WHAT TO WORK ON: Take the entries below and print, exactly, the stretch from the line containing "position:absolute; left:1455px; top:15px;" through the line containing "flex:1; padding:11px 0;", both included.

[Stored entries]

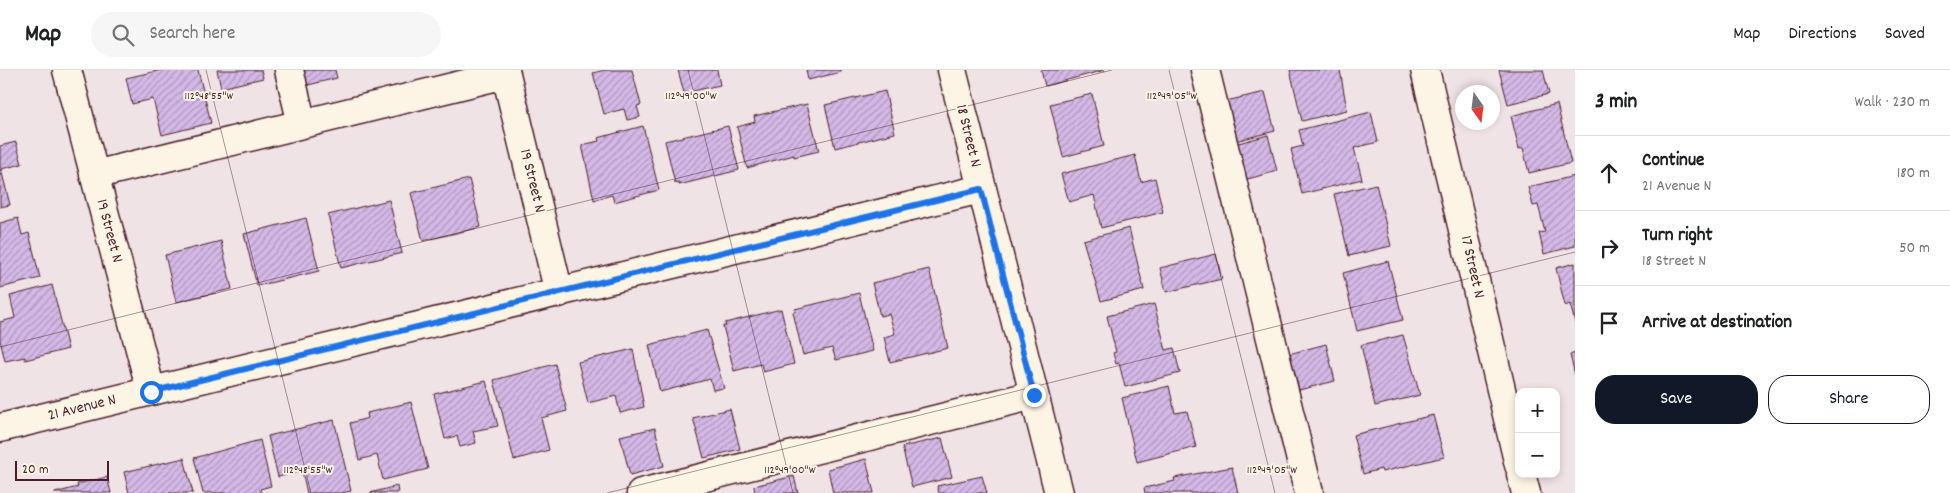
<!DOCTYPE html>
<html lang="en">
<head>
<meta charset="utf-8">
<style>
  :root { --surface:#fff; --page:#f6f6f6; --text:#202124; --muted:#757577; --line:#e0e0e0; --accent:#111827 }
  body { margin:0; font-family:Dekko,sans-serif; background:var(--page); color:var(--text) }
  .controls { position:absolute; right:15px; bottom:15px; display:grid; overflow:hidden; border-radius:10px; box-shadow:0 2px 8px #0003 }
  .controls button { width:45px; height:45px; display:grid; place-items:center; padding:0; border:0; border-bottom:1px solid var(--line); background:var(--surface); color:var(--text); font:25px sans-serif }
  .compass { position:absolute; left:1455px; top:15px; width:45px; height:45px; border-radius:50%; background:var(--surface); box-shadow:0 2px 8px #0003; rotate:166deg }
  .scale { position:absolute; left:15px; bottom:12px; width:94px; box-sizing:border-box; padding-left:5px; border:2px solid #4a1f2b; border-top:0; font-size:14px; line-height:18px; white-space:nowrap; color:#4a1f2b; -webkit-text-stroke:4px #fcf5e5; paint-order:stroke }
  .stop { position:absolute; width:15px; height:15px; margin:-11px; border:4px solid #1a73e8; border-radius:50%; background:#fff }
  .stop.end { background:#1a73e8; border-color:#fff; box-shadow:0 1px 5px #0008 }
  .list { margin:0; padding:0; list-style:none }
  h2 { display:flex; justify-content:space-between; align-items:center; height:65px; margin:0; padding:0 20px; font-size:21px }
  h2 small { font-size:16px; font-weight:400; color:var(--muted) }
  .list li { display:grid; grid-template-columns:32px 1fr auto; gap:15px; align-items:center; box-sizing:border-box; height:75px; padding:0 20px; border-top:1px solid var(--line) }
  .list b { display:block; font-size:19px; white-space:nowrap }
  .list p { margin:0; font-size:16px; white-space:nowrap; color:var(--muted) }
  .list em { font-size:16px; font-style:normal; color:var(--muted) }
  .actions { display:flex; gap:10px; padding:15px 20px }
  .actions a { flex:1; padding:11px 0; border:1px solid var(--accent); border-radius:20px; text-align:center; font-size:18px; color:var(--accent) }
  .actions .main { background:var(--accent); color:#fff }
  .icon { flex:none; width:28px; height:28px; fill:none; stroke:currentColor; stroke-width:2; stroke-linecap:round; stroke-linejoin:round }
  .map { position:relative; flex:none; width:1575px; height:423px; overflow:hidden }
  header { display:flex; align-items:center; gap:30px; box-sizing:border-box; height:70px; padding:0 25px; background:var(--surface); border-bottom:1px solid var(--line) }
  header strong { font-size:24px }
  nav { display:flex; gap:28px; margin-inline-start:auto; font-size:18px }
  .search { width:350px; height:45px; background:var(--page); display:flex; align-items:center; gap:12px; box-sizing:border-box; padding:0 18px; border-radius:28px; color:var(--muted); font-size:19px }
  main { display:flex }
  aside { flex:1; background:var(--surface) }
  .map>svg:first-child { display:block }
  .building { fill:url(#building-hatch); stroke:#4a1f2b }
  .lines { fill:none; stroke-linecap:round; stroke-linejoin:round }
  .minor-casing { stroke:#4a1f2b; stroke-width:31 }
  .minor { stroke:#fcf5e5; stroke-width:28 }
  .route { stroke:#1a73e8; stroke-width:6 }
  .ticks { fill:none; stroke:#4a1f2b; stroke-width:1; stroke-opacity:0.45 }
  .labels { text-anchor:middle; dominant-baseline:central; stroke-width:4; stroke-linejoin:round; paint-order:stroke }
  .street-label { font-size:16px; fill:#4a1f2b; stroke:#fcf5e5 }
  .ticks-label { font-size:12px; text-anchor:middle; fill:#4a1f2b; stroke:#fcf5e5; stroke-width:4; stroke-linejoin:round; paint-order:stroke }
</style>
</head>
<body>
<header>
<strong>Map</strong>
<div class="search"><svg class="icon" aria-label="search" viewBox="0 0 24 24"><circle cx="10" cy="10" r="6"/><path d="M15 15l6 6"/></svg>Search here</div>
<nav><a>Map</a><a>Directions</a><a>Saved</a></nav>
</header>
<main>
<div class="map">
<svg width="1575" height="423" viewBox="0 0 1575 423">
  <defs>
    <pattern id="building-hatch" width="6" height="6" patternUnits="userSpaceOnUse" patternTransform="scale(1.25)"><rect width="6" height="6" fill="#d4b9e7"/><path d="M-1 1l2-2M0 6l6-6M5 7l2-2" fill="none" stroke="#ae96bb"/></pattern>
  </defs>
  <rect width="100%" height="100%" fill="#f0e3e6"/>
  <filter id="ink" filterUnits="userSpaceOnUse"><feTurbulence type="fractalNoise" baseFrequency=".02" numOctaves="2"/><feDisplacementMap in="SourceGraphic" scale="10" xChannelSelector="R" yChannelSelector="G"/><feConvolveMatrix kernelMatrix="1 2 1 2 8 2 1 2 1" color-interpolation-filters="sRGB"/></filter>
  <g filter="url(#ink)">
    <!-- building -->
    <path class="building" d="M161 0H198L211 53 162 65 153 29 132 34 126 8Z
      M217 0H261L263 8 221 18Z
      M296 0H335L337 8 300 17Z
      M605 0H632L641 35 637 36 640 47 627 50 624 39 604 44 593 3Z
      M678 0H717L720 15 684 23Z
      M806 0H841V2L808 10Z
      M1041 0H1105L1045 16Z
      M1290 0H1340L1347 40 1302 51Z
      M1499 0H1543L1549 24 1508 34Z
      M885 21 895 63 835 78 825 35Z
      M1265 22 1275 61 1235 71 1226 31Z
      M1092 24 1104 76 1063 87 1050 34Z
      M807 34 819 81 794 87V85L747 98 737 57 755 52 754 46Z
      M1557 34 1571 93 1529 103 1523 78 1519 79 1511 46Z
      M1371 42 1378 72 1354 78 1362 109 1302 124 1291 79 1303 76 1299 60Z
      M643 56 659 120 614 132 612 125 594 130 582 75 599 71 598 68Z
      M728 56 739 100 679 115V112L675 113 665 71Z
      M1268 65 1277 101 1244 110 1235 74Z
      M16 72 22 94 1 99 10 135 0 137V76Z
      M1135 85 1141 112 1155 108 1163 142 1101 158 1094 125 1069 132 1061 104Z
      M1575 106V176L1544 184 1539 163 1545 162 1538 135 1533 136 1528 117Z
      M469 109 481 157 423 171 411 123Z
      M1376 114 1391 176 1349 186 1334 124Z
      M389 130 402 183 341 198 328 145Z
      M18 148 22 165 29 163 40 208 0 218V153Z
      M306 148 319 201 257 216 244 164Z
      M1129 158 1144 220 1101 231 1083 170Z
      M221 171 232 219 176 232 165 185Z
      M1216 184 1222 209 1166 222 1160 198Z
      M1388 191 1403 250 1357 261 1343 203Z
      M1575 193V253L1570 234 1565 236 1556 198Z
      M929 199 948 278 890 292 884 267 895 264 889 244 880 246 872 213Z
      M52 215 68 279 25 290V287L5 291 0 270V252L15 248 10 226Z
      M859 223 873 281 836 290 832 278 803 285 793 242 796 241 795 239Z
      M1154 234 1166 280 1174 278 1180 303 1125 317 1119 293 1116 294 1113 283 1116 282 1107 246Z
      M781 239 794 294 763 302 761 294 734 301 723 256H726L725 253Z
      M707 260 724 318 713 320 710 309 660 322 649 275Z
      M1403 265 1420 325 1375 336 1361 275Z
      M1326 274 1335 311 1299 320 1289 284Z
      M633 279 644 337 620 343 616 326 588 333 578 292Z
      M1575 283V305L1570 285Z
      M555 294 567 341 541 348 549 380 514 390 494 310Z
      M486 311 498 356 473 361 476 373 460 377 457 366 445 369 434 324Z
      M1169 316 1175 343 1187 341 1196 377 1137 392 1122 328Z
      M411 332 428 399 383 410 377 385 359 390 350 353 368 348 367 343Z
      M730 339 740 379 704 388 693 348Z
      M1433 345 1444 387 1382 402 1381 399 1363 404 1353 365Z
      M334 350 351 421 342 423H307L302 401 278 407 268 366Z
      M655 358 664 396 630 405 620 366Z
      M942 368 952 407 912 417 902 377Z
      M260 370 271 416 260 419 261 423H203L194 388Z
      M184 388 193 423H129L124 402Z
      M866 389 874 423H833L828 399Z
      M1232 397 1238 423H1145L1144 418 1175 411 1174 408Z
      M794 406 798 423H755L754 416Z
      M982 406 987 423H939L937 416Z
      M107 407 111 423H54L78 417 77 414Z
      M397 416 398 423H370Z"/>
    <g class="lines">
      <!-- minor casing -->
      <g class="minor-casing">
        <path id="minor" d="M67 0 151 321
          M289 0 302 54
          M505 0 559 223
          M952 0 1059 423
          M1205 0 1309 423
          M1425 0 1519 395
          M94 105 506 4
          M0 358 981 119
          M1521 404 1526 423
          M641 423 1034 325"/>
      </g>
      <!-- minor -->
      <use href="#minor" class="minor"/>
    </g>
  </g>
  <g class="lines" filter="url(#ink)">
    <!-- route -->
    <path class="route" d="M151 322 981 119 1034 325"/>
  </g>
  <!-- ticks -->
  <path class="ticks" d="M206 0 311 423M688 0 793 423M1169 0 1275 423M0 277 1112 0M607 423 1575 182"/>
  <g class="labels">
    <!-- street labels -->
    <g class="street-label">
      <text transform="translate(968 66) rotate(76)">18 Street N</text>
      <text transform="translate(532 111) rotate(76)">19 Street N</text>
      <text transform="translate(109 161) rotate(75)">19 Street N</text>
      <text transform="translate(1472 197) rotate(77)">17 Street N</text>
      <text transform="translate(82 338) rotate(-14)">21 Avenue N</text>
    </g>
  </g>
  <g class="ticks-label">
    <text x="209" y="29">112°48'55"W</text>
    <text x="691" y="29">112°49'00"W</text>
    <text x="1172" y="29">112°49'05"W</text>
    <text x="308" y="403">112°48'55"W</text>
    <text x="790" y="403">112°49'00"W</text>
    <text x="1272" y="403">112°49'05"W</text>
  </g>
</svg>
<div class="controls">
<button>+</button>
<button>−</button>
</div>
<svg class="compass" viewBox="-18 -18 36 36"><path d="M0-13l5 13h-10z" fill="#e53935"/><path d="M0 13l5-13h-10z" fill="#757577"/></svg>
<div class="scale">20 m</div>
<div class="stop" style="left:151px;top:322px"></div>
<div class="stop end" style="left:1034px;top:325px"></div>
</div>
<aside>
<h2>3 min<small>Walk · 230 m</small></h2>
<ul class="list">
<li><svg class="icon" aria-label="ahead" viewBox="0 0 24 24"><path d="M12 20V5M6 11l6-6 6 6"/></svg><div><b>Continue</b><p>21 Avenue N</p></div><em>180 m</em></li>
<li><svg class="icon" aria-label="right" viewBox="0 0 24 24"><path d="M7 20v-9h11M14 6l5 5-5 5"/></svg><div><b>Turn right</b><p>18 Street N</p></div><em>50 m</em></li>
<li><svg class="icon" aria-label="arrive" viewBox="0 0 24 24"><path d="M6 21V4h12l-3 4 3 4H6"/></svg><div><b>Arrive at destination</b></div></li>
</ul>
<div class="actions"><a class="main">Save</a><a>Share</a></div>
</aside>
</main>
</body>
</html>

SOLUTION:
  .compass { position:absolute; left:1455px; top:15px; width:45px; height:45px; border-radius:50%; background:var(--surface); box-shadow:0 2px 8px #0003; rotate:166deg }
  .scale { position:absolute; left:15px; bottom:12px; width:94px; box-sizing:border-box; padding-left:5px; border:2px solid #4a1f2b; border-top:0; font-size:14px; line-height:18px; white-space:nowrap; color:#4a1f2b; -webkit-text-stroke:4px #fcf5e5; paint-order:stroke }
  .stop { position:absolute; width:15px; height:15px; margin:-11px; border:4px solid #1a73e8; border-radius:50%; background:#fff }
  .stop.end { background:#1a73e8; border-color:#fff; box-shadow:0 1px 5px #0008 }
  .list { margin:0; padding:0; list-style:none }
  h2 { display:flex; justify-content:space-between; align-items:center; height:65px; margin:0; padding:0 20px; font-size:21px }
  h2 small { font-size:16px; font-weight:400; color:var(--muted) }
  .list li { display:grid; grid-template-columns:32px 1fr auto; gap:15px; align-items:center; box-sizing:border-box; height:75px; padding:0 20px; border-top:1px solid var(--line) }
  .list b { display:block; font-size:19px; white-space:nowrap }
  .list p { margin:0; font-size:16px; white-space:nowrap; color:var(--muted) }
  .list em { font-size:16px; font-style:normal; color:var(--muted) }
  .actions { display:flex; gap:10px; padding:15px 20px }
  .actions a { flex:1; padding:11px 0; border:1px solid var(--accent); border-radius:20px; text-align:center; font-size:18px; color:var(--accent) }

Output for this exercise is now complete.